The Lord Jesus Christ so graciously cares for his own that he tenderly prepares them for the trials they must face in this world; and the means by which he does this is his Word.


            There are seven things that we need to learn from these words of our Savior. Give me your attention, and pray that God the Holy Spirit will enable your pastor to feed you with knowledge and understanding as he opens the Scriptures to you.


I. When the Lord God destroyed Jerusalem, the temple, and the nation of Israel, he made a complete end of the old, Mosaic, legal system of worship (vv. 15-21).


            The primary subject of these verses is the destruction of Jerusalem in 70 AD by the Romans. The horrors and miseries endured by the Jews in that horrible time of destruction exceeded anything recorded in the history of the world. Josephus, the Jewish historian, gives a graphic, detailed account of the havoc inflicted upon the Jewish nation by Titus. Not including the ones that perished in the city itself, more than a million Jews were slaughtered. About 100,000 were carried into slavery. That truly was a time of “great tribulation, such as was not since the beginning of the world.”

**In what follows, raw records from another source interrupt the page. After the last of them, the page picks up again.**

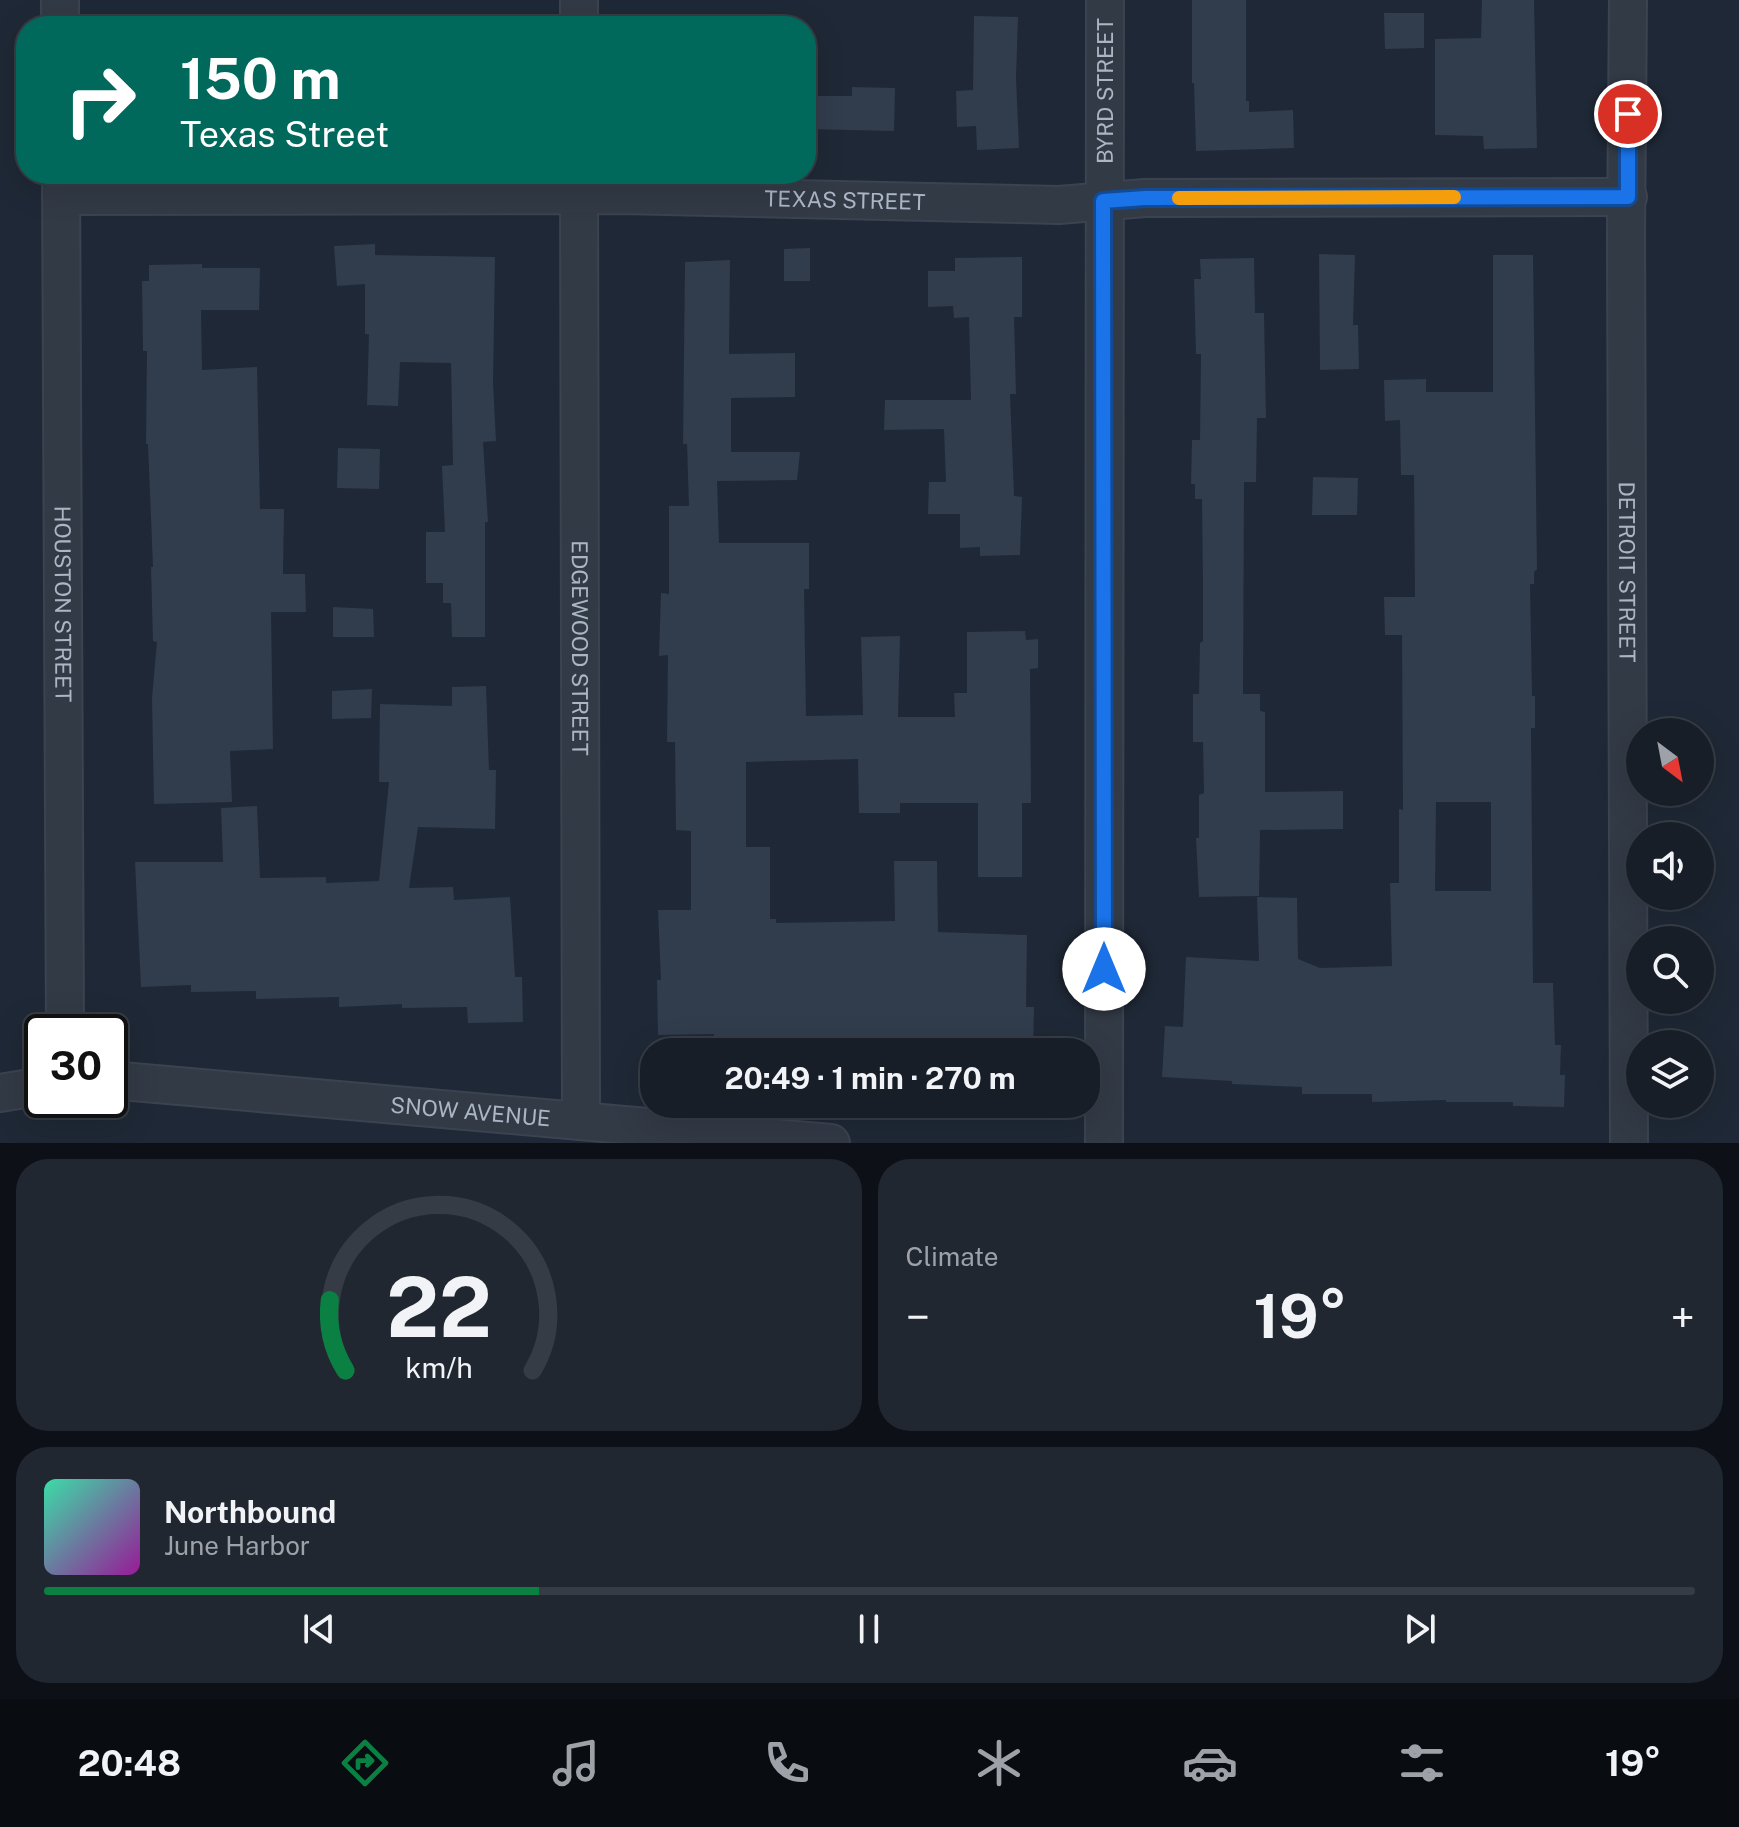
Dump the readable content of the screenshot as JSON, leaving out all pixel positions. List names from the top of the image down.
{
  "streets": {
    "street": [
      "BYRD STREET",
      "TEXAS STREET",
      "DETROIT STREET",
      "HOUSTON STREET",
      "EDGEWOOD STREET",
      "SNOW AVENUE"
    ]
  },
  "crossings": [
    ["BYRD STREET", "TEXAS STREET"],
    ["TEXAS STREET", "DETROIT STREET"],
    ["TEXAS STREET", "HOUSTON STREET"],
    ["TEXAS STREET", "EDGEWOOD STREET"],
    ["EDGEWOOD STREET", "SNOW AVENUE"]
  ],
  "north": "bottom right",
  "page": {
    "turn": ["150 m", "Texas Street"],
    "limit": "30",
    "trip": "20:49 · 1 min · 270 m",
    "tile": "Climate",
    "heat": ["−", "19°", "+"],
    "song": ["Northbound", "June Harbor"],
    "tabs": ["20:48", "19°"],
    "gauge": ["22", "km/h"]
  }
}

            Those men and women who blasphemously cried, “Let his blood be upon us and upon our children,” had no idea what they were doing. But the Lord God heard their cry and answered it in the severity of his strict justice. And with the destruction of their city he destroyed their entire system of worship.


            Jerusalem and the temple in it were the heart of Old Testament worship. When that was destroyed, the whole legal system was destroyed, destroyed because it had all been fulfilled by Christ. The daily sacrifices, the yearly feasts, the mercy-seat, the holy of holies, the priesthood, the altar, the table of showbread, all were essential parts of worship during the legal dispensation. But once Christ came, the legal system ceased to have any function. God destroyed it forever. “Christ is the end of the law” (Rom. 10:4; Col. 2:8-23).

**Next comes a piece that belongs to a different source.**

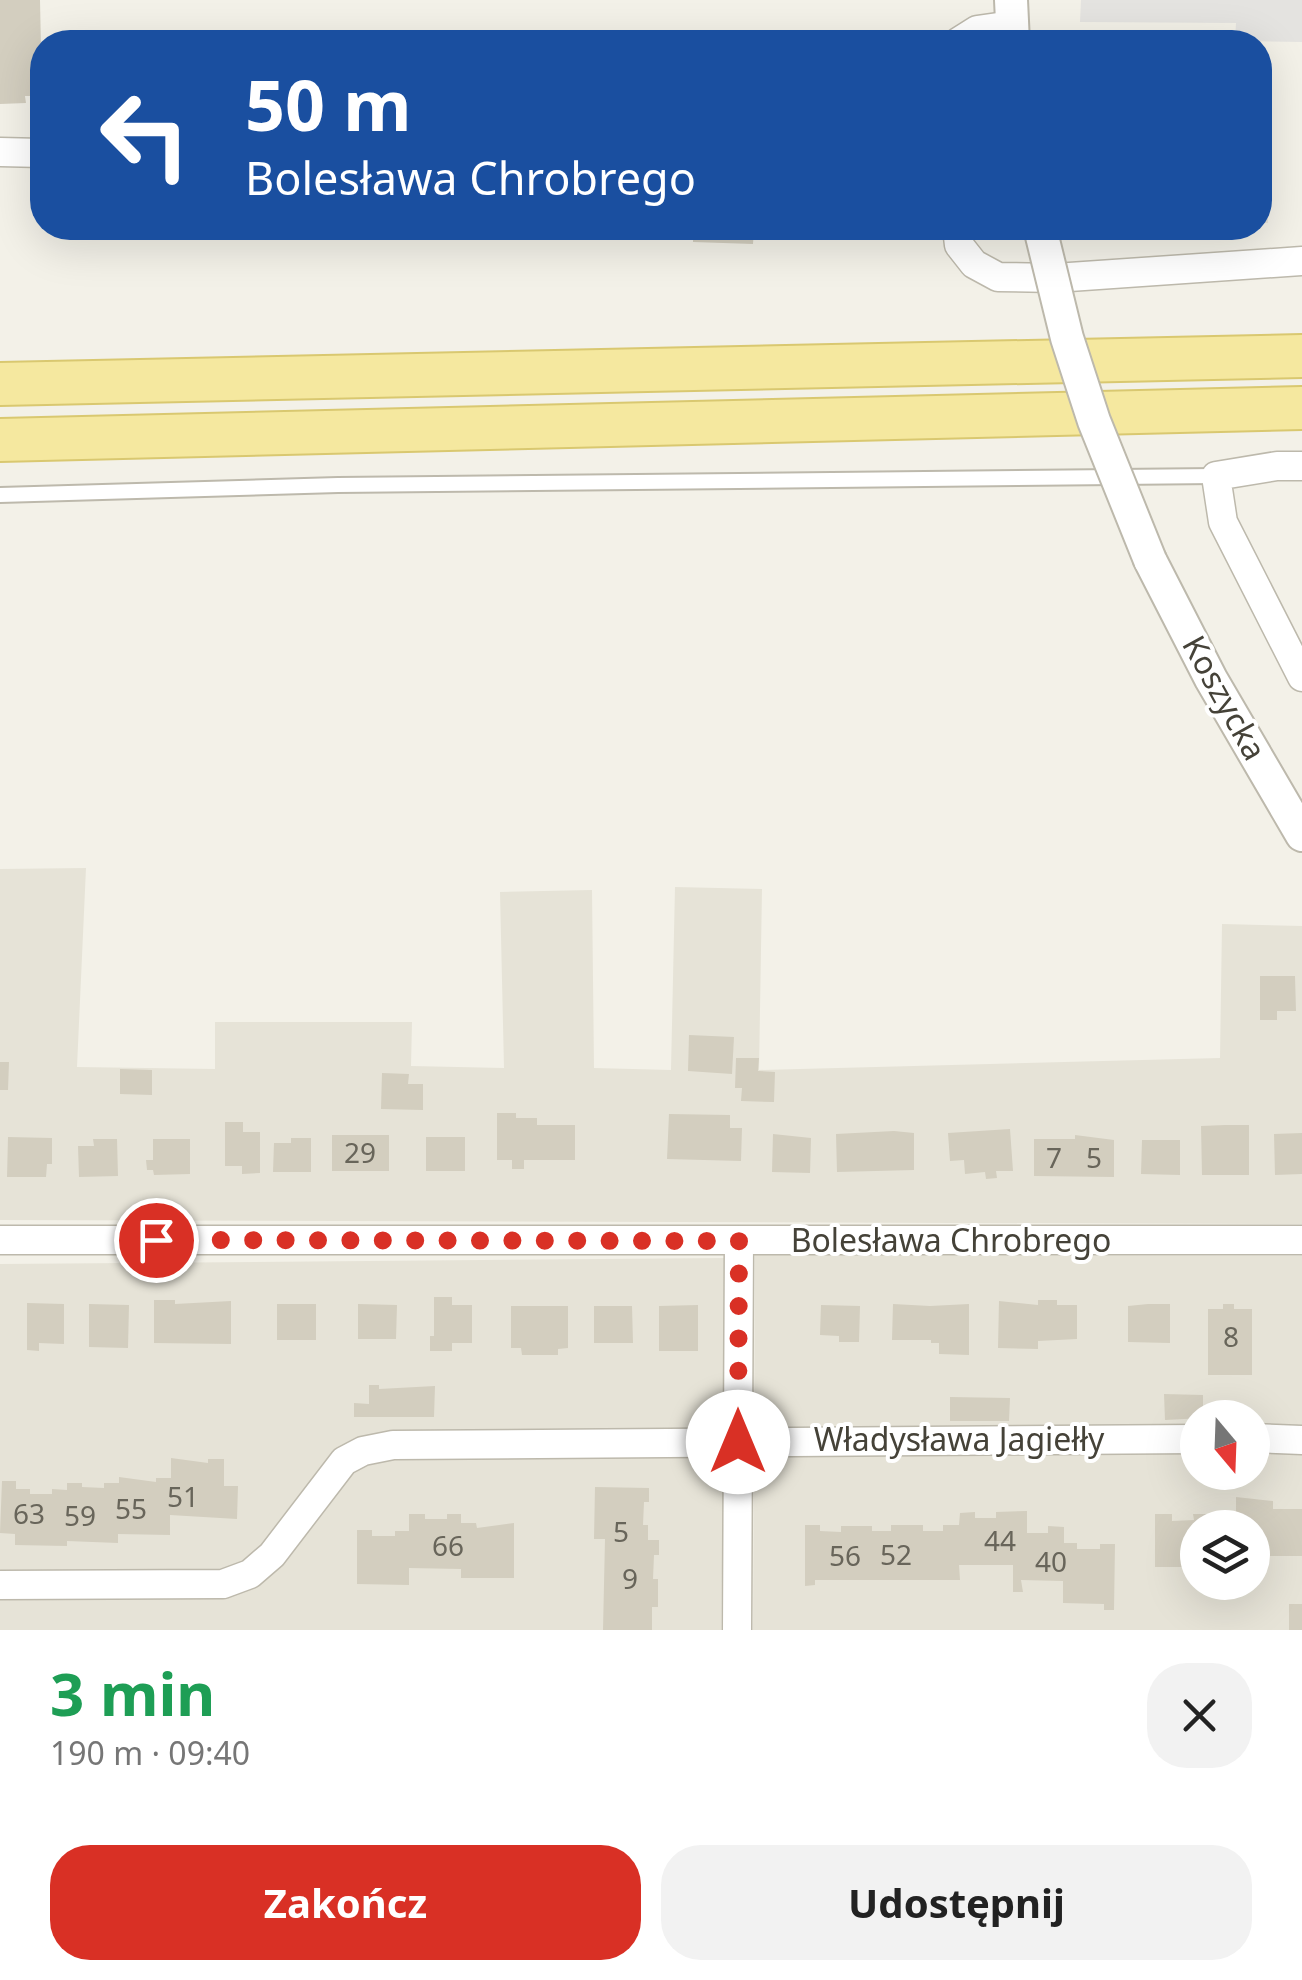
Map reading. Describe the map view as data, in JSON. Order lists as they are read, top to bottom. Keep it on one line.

A.     We have no earthly temple because Christ is our temple.

B.     We have no material altar because Christ is our altar.

C.    We have no earthly mercy-seat because Christ is our mercy-seat.

D.    We observe no sabbath days because Christ is our sabbath.

E.     In Christ we are totally free from the yoke of bondage.

·        Romans 6:14-14

·        Romans 7:4

·        Galatians 3:13-26


II. A second lesson to be learned in this passage is not so trite as it might at first appear: Prudence is proper.


            Did you notice that our Lord plainly told his disciples to flee from certain death at the hands of persecuting tyrants? Many might think that would indicate cowardice. It does not. Without question, we are to confess Christ before men, and be willing to die for him should providence demand it in the path of duty. But there are times when more grace is required to be quiet than to act rashly. Let us never walk away from known duty. Let us never deny or even be willing to compromise the gospel of Christ. But it is altogether proper for us to exercise wisdom and use good, sound judgment in all matters.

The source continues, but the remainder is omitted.